▸ Work to be completed
Among the entries, find the lines with the string "Toronto" and copy them.

▸ Records
******************************

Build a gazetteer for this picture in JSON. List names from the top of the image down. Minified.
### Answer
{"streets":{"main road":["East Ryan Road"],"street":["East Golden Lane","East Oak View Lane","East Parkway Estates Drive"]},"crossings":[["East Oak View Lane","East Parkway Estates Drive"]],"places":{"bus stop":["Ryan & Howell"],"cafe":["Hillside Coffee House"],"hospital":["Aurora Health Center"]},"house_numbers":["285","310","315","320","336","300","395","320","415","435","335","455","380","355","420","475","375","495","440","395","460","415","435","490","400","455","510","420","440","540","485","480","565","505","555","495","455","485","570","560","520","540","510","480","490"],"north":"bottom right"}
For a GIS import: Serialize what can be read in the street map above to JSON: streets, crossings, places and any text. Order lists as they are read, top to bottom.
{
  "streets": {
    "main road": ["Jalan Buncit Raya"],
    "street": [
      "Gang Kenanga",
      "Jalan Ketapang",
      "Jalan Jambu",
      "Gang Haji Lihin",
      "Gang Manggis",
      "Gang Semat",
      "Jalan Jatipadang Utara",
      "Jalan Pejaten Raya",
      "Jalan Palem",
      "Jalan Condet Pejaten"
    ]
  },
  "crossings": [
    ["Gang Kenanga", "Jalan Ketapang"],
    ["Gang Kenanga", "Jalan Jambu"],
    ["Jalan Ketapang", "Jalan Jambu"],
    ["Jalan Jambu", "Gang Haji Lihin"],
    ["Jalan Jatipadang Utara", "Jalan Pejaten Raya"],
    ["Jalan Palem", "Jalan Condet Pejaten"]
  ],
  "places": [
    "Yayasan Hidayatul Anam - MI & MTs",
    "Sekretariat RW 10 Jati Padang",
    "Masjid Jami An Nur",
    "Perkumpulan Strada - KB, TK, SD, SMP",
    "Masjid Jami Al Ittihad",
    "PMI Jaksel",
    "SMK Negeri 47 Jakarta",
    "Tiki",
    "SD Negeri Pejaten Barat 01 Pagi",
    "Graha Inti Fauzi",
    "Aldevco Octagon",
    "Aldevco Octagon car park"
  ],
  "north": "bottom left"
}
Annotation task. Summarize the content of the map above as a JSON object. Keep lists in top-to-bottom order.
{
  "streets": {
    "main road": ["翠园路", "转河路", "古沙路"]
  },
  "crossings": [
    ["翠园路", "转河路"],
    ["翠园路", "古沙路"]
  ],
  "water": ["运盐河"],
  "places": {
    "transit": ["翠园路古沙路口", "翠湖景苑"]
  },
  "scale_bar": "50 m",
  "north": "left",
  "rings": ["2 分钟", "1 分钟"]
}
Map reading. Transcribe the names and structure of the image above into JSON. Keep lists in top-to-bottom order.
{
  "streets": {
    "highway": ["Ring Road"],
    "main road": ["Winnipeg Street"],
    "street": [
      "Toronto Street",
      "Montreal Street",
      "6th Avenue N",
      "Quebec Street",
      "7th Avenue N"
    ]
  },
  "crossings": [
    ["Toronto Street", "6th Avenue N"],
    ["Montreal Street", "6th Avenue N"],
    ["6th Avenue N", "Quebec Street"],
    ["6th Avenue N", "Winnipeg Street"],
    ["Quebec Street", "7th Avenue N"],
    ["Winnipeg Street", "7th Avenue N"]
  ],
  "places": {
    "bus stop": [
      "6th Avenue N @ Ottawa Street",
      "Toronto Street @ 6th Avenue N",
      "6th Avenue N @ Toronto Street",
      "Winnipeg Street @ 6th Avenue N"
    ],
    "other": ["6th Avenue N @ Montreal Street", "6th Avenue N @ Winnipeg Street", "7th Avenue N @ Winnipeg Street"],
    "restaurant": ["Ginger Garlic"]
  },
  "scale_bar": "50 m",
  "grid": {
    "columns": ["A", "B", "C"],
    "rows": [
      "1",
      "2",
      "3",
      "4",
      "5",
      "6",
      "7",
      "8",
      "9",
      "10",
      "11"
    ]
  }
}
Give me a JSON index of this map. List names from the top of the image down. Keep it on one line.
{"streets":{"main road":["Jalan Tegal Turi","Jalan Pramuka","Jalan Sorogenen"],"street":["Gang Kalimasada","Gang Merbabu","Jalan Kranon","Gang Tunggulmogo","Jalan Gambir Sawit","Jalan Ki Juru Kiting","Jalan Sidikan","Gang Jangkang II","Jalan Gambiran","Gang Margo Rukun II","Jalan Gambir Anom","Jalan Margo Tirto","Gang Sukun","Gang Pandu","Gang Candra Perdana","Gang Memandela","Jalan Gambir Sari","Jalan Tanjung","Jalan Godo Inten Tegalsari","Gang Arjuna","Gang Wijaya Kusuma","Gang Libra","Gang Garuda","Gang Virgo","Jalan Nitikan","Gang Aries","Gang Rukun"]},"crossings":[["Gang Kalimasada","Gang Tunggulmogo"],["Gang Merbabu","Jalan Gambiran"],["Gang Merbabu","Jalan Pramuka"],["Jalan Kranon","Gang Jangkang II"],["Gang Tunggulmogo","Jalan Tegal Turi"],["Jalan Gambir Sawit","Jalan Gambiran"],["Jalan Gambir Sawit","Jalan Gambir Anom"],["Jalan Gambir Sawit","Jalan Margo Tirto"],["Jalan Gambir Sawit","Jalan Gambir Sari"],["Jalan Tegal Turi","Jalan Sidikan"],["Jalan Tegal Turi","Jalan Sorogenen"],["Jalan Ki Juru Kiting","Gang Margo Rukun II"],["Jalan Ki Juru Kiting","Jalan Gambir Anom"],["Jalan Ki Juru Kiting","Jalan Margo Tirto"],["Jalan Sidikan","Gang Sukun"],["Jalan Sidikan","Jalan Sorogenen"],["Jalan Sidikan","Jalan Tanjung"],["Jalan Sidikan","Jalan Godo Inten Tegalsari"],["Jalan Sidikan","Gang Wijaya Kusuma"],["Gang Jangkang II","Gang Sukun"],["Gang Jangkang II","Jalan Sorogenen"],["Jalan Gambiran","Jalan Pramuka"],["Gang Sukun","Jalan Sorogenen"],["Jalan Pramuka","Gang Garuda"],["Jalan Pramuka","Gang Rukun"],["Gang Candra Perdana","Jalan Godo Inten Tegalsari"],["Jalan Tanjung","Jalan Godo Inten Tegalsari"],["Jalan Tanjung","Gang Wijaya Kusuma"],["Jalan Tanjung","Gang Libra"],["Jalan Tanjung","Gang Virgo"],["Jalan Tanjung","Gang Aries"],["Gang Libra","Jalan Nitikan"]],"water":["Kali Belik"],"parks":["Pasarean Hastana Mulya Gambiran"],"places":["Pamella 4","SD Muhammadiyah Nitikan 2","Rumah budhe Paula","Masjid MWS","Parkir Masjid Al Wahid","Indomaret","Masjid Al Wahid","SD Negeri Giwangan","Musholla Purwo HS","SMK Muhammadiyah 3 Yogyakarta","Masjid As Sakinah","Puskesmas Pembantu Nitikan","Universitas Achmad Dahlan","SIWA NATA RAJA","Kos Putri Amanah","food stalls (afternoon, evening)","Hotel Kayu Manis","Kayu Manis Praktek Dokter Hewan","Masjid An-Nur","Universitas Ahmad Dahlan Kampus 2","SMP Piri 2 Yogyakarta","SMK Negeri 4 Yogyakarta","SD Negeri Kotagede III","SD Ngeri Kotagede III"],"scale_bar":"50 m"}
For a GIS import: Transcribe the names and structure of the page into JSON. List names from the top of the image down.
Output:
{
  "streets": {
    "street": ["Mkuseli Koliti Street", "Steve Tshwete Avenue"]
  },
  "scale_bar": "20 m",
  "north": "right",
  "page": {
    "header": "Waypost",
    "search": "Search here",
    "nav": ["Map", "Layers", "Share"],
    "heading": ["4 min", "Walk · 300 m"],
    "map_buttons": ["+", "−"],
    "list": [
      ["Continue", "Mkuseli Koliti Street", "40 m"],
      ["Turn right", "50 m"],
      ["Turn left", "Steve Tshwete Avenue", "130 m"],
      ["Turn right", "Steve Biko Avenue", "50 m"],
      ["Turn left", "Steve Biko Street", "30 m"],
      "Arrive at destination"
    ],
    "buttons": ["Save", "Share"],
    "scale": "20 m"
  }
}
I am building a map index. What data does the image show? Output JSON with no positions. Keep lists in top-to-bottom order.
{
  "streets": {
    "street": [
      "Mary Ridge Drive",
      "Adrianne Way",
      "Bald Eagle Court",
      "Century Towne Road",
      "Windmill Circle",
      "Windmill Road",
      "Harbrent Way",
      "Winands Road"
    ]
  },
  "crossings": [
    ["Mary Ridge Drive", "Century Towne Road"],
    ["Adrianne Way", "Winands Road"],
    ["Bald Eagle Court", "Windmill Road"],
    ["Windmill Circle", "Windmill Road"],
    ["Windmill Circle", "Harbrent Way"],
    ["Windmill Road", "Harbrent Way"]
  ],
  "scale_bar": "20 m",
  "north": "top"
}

******************************

▸ Output for this exercise
      "Toronto Street",
    ["Toronto Street", "6th Avenue N"],
      "Toronto Street @ 6th Avenue N",
      "6th Avenue N @ Toronto Street",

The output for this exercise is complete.